Task details —
Copy every line of the entries that includes the word "list".

Material provided —
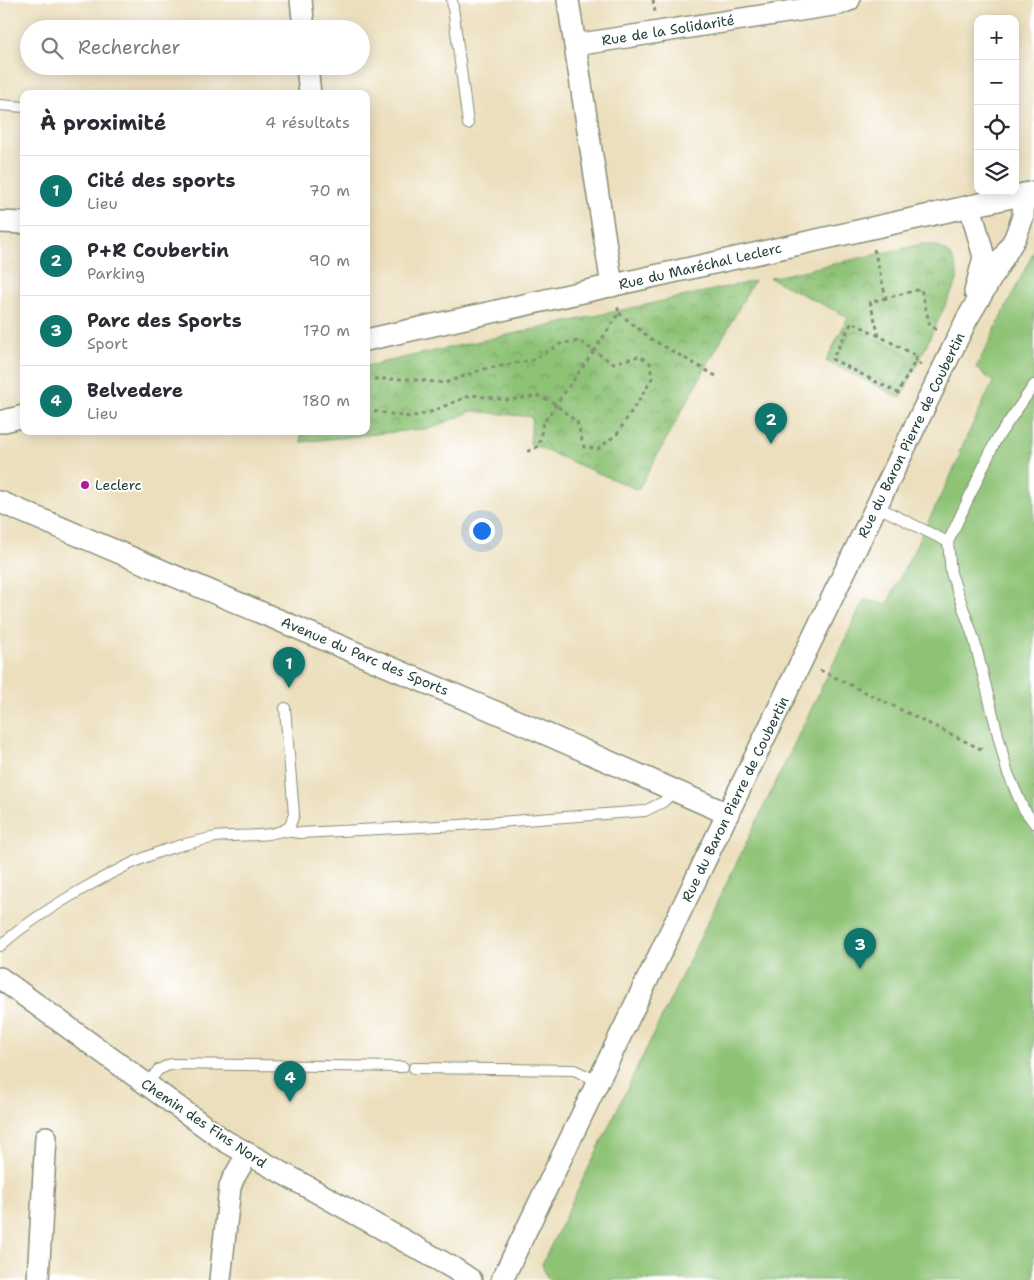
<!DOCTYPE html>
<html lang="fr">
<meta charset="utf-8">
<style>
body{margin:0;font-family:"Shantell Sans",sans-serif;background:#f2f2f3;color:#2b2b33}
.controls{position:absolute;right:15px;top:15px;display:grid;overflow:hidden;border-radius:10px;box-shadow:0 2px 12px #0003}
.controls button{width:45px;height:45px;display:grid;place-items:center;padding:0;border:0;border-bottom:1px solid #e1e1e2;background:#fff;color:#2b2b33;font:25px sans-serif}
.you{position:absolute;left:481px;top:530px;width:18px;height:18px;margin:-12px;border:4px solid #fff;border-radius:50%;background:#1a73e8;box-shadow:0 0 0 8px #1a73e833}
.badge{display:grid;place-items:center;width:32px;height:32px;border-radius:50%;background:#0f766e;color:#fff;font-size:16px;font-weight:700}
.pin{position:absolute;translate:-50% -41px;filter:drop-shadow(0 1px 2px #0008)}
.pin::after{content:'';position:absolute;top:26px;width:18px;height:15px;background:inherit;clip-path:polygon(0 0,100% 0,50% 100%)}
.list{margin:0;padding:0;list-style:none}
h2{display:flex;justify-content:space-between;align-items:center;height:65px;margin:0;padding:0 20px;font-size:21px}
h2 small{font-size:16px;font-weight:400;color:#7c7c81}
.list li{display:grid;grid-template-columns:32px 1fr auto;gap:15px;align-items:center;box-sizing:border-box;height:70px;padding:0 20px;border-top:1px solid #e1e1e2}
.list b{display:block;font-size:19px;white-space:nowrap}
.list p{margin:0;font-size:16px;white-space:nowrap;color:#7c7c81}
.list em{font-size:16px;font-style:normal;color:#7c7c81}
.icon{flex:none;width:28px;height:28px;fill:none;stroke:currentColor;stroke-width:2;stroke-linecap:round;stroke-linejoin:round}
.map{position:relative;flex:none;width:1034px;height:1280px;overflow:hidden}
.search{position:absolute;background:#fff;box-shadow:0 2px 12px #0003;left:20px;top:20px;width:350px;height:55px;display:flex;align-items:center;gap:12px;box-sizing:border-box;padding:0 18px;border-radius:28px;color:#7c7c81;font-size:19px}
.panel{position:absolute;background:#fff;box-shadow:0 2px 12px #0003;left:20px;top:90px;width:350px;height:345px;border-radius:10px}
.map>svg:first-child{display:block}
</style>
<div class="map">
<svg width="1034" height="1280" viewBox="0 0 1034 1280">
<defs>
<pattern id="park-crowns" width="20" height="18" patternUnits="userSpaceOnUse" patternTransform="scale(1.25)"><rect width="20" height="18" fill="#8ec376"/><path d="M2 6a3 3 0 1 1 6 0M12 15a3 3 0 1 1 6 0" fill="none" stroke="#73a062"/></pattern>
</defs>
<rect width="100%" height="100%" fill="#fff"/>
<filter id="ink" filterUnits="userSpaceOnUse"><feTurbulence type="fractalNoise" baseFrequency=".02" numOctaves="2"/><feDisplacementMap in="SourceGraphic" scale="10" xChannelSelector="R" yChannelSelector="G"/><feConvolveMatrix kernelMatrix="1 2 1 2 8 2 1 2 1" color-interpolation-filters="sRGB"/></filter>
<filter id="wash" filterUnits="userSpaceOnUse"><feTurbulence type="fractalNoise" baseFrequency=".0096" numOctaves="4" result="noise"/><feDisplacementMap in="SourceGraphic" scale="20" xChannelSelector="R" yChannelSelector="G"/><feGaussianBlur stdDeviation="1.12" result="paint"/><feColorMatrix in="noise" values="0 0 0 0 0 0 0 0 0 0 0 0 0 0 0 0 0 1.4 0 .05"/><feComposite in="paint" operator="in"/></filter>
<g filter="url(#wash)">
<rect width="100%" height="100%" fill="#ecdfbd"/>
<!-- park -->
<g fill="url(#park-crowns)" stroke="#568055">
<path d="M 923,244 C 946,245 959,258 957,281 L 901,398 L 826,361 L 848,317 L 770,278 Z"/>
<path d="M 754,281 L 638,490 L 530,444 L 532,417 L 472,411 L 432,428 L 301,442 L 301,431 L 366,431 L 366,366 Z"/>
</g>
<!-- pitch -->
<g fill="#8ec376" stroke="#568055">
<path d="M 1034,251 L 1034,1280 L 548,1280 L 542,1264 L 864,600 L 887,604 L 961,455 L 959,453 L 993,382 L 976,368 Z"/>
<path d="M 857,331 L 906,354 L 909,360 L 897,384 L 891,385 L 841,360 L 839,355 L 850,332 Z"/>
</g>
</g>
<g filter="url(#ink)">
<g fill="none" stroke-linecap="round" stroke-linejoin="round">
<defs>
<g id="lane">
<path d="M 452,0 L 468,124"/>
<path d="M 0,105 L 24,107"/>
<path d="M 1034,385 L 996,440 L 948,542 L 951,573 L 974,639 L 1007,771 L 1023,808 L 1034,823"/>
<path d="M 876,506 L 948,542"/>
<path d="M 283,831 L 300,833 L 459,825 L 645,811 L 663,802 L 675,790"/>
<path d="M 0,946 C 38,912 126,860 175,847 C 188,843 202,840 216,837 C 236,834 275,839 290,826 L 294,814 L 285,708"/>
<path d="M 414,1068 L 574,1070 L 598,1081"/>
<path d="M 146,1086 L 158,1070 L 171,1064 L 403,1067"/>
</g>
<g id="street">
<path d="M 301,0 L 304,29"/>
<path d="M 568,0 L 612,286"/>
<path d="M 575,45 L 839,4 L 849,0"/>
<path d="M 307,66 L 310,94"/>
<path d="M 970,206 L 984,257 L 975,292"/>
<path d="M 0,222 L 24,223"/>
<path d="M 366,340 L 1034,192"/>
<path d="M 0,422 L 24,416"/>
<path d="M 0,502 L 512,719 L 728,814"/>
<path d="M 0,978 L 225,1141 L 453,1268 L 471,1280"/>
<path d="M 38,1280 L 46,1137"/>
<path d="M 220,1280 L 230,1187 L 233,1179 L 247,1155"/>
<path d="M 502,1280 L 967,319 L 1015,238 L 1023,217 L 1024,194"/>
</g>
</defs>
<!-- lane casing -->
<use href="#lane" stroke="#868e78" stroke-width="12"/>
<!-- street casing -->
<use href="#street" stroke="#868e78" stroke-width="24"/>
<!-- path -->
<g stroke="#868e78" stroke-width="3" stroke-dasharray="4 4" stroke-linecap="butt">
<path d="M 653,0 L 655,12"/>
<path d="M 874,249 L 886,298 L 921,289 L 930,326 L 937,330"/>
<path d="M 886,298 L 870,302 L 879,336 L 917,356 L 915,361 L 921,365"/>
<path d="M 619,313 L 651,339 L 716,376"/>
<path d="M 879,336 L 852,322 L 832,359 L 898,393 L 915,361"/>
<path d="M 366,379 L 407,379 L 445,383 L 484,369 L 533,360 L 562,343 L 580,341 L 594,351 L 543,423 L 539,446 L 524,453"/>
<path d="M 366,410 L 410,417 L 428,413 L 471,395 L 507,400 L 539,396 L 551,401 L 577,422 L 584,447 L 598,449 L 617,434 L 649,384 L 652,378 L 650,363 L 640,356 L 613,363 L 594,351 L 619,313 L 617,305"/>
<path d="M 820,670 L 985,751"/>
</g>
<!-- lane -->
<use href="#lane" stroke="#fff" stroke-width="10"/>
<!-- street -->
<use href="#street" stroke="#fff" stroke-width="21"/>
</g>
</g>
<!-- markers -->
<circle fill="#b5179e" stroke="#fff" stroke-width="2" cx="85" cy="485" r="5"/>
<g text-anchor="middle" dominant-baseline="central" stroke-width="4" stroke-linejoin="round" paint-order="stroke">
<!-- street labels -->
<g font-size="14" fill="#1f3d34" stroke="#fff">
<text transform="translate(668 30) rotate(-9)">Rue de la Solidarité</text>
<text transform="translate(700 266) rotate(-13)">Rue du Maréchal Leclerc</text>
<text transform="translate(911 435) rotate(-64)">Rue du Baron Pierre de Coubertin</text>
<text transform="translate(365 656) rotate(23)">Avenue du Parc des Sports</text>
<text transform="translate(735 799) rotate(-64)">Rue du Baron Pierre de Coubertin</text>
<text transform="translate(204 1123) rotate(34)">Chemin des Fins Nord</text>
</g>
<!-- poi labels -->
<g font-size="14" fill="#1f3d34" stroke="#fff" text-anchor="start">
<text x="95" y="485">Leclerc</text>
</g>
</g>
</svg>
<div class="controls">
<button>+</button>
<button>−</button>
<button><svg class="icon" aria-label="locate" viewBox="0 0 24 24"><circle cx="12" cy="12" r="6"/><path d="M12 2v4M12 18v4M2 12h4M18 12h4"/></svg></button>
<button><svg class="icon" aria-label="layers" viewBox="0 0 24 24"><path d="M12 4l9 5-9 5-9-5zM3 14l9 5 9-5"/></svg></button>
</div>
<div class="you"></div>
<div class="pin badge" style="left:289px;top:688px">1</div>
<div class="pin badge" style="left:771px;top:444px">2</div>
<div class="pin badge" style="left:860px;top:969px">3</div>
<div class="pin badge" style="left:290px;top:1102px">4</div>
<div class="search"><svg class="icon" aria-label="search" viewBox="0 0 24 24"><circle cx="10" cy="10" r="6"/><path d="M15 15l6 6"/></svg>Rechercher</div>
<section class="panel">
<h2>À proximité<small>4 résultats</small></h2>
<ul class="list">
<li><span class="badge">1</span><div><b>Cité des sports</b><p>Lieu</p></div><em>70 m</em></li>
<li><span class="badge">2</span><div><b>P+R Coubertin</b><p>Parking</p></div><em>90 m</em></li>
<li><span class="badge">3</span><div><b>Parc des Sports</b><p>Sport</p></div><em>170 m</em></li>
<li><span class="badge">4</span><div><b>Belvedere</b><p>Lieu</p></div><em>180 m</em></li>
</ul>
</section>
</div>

Solution —
.list{margin:0;padding:0;list-style:none}
.list li{display:grid;grid-template-columns:32px 1fr auto;gap:15px;align-items:center;box-sizing:border-box;height:70px;padding:0 20px;border-top:1px solid #e1e1e2}
.list b{display:block;font-size:19px;white-space:nowrap}
.list p{margin:0;font-size:16px;white-space:nowrap;color:#7c7c81}
.list em{font-size:16px;font-style:normal;color:#7c7c81}
<ul class="list">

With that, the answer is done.